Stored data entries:
━━━━━━

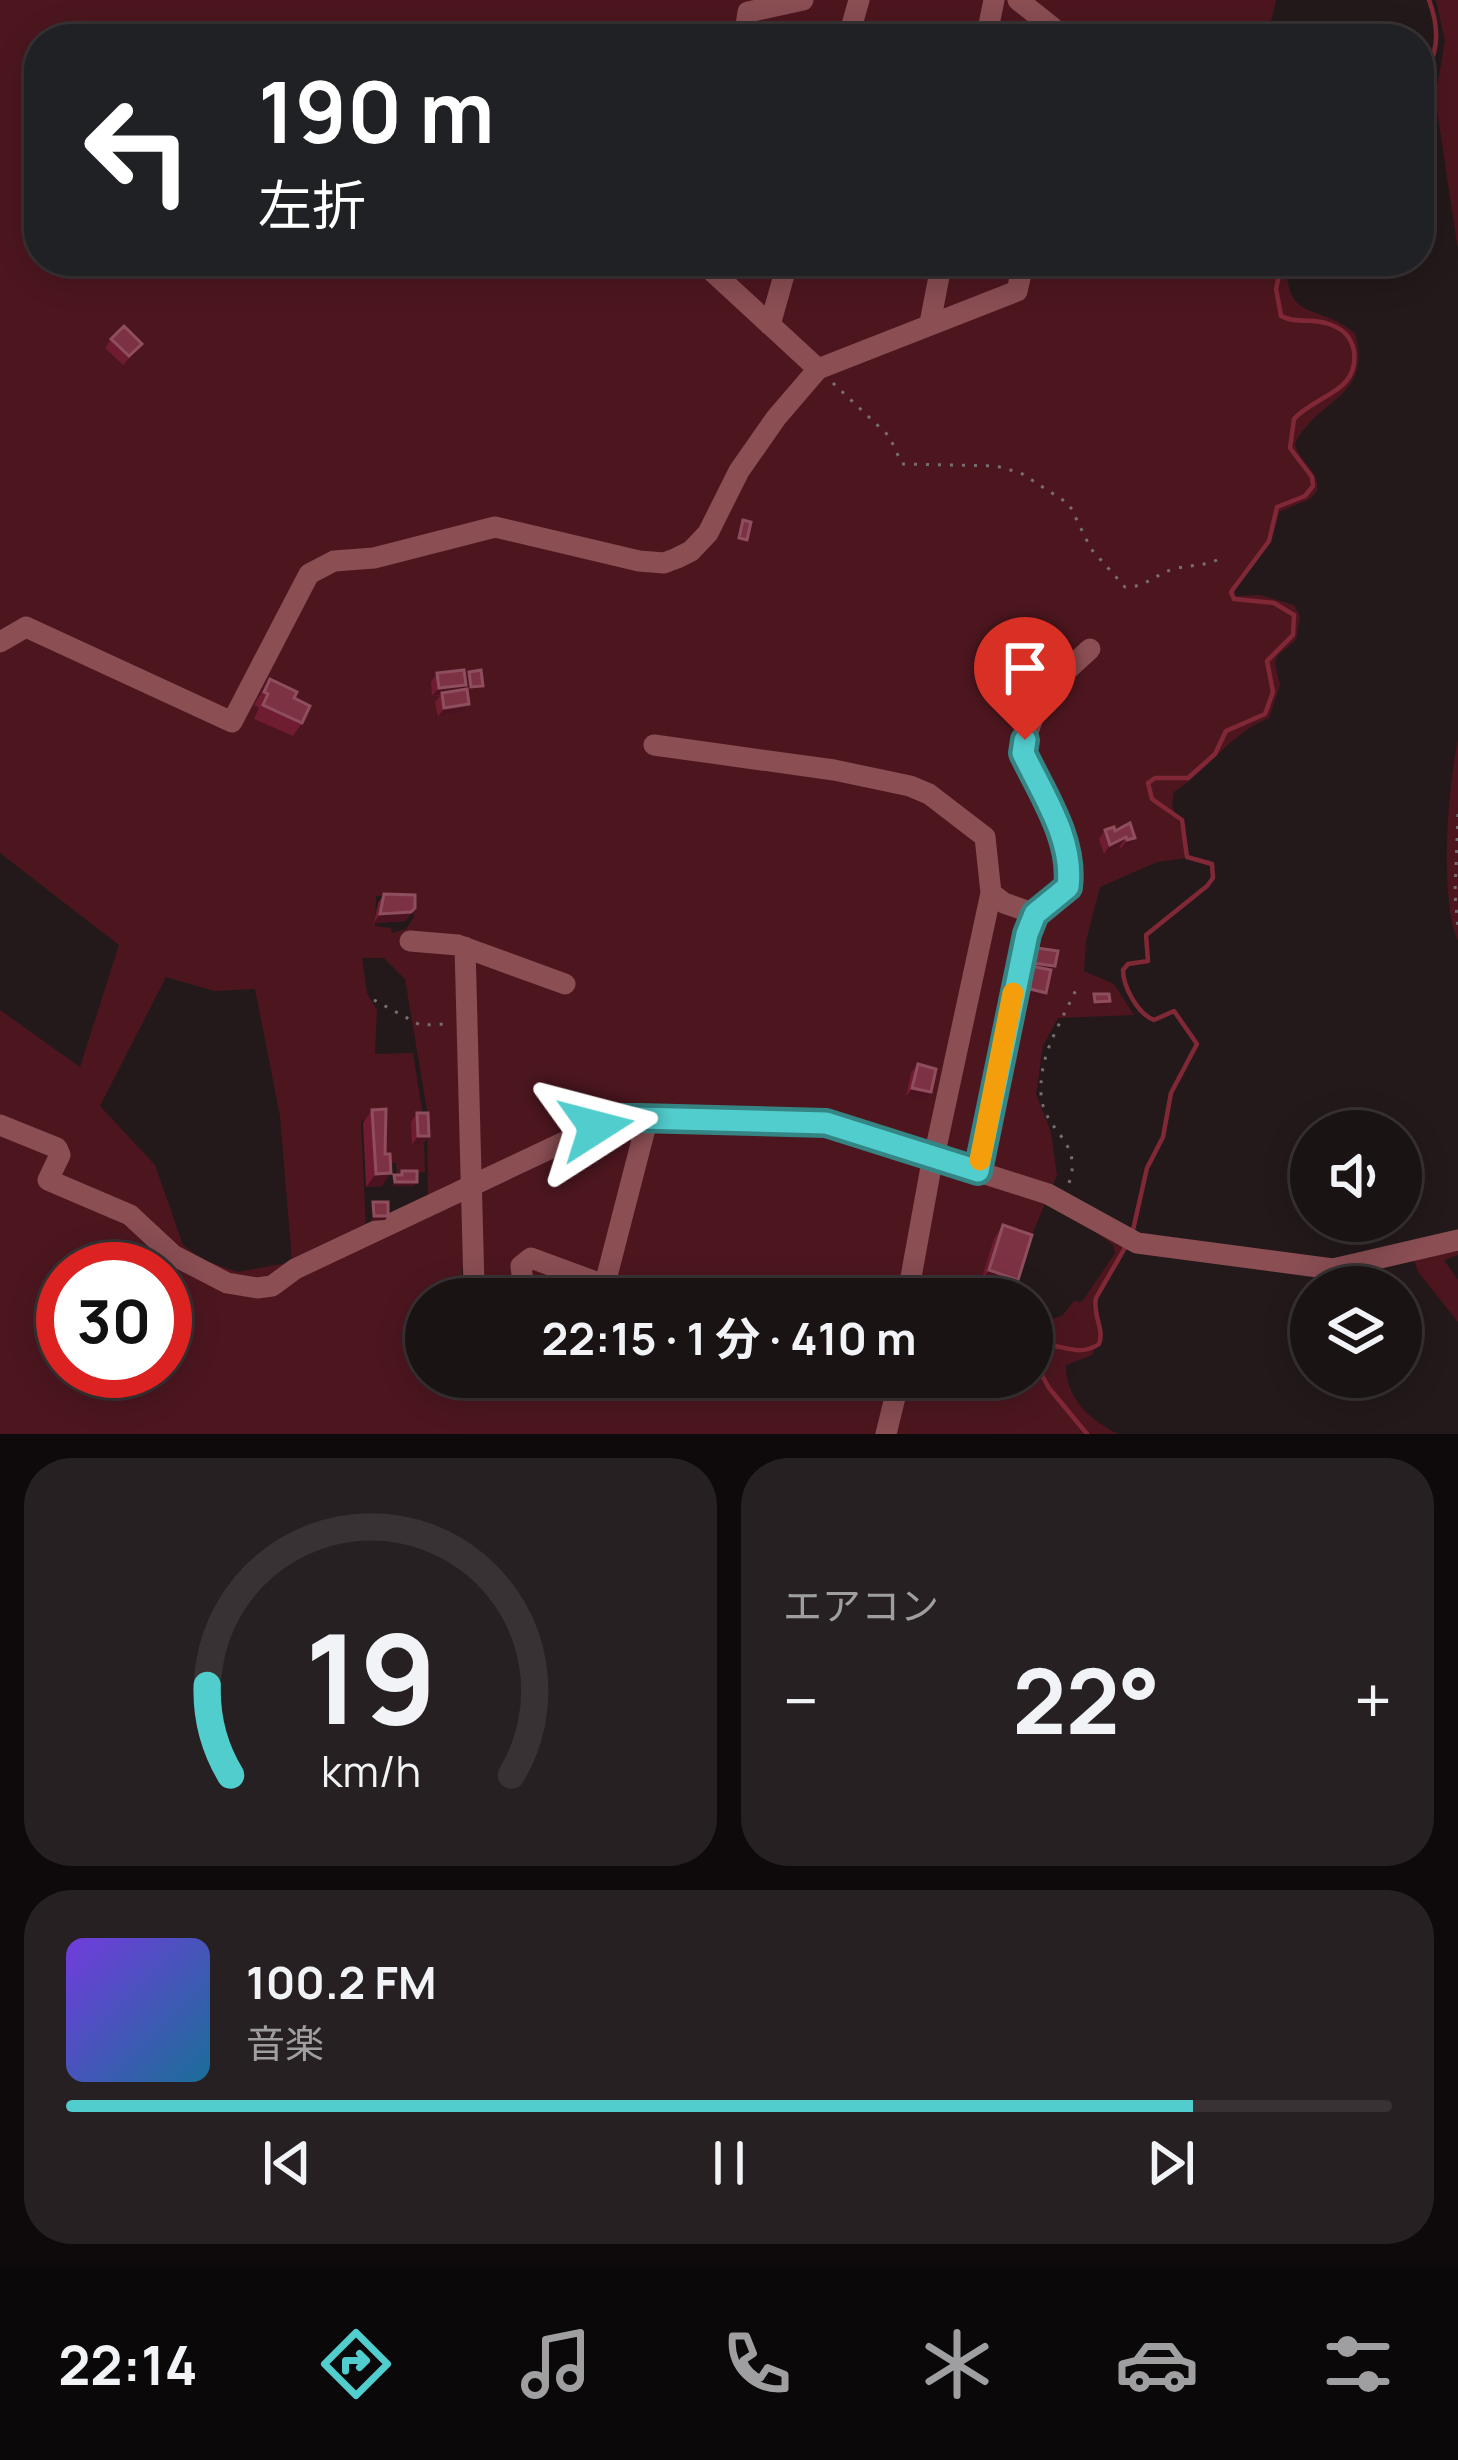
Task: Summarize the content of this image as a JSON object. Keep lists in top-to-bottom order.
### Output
{
  "page": {
    "turn": ["190 m", "左折"],
    "limit": "30",
    "trip": "22:15 · 1 分 · 410 m",
    "tile": "エアコン",
    "heat": ["−", "22°", "+"],
    "song": ["100.2 FM", "音楽"],
    "tabs": "22:14",
    "gauge": ["19", "km/h"]
  }
}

━━━━━━

Write out the entries above word for word. Do not include the pictures.

Task: Summarize the content of this image as a JSON object. Keep lists in top-to-bottom order.
### Output
{
  "page": {
    "turn": ["190 m", "左折"],
    "limit": "30",
    "trip": "22:15 · 1 分 · 410 m",
    "tile": "エアコン",
    "heat": ["−", "22°", "+"],
    "song": ["100.2 FM", "音楽"],
    "tabs": "22:14",
    "gauge": ["19", "km/h"]
  }
}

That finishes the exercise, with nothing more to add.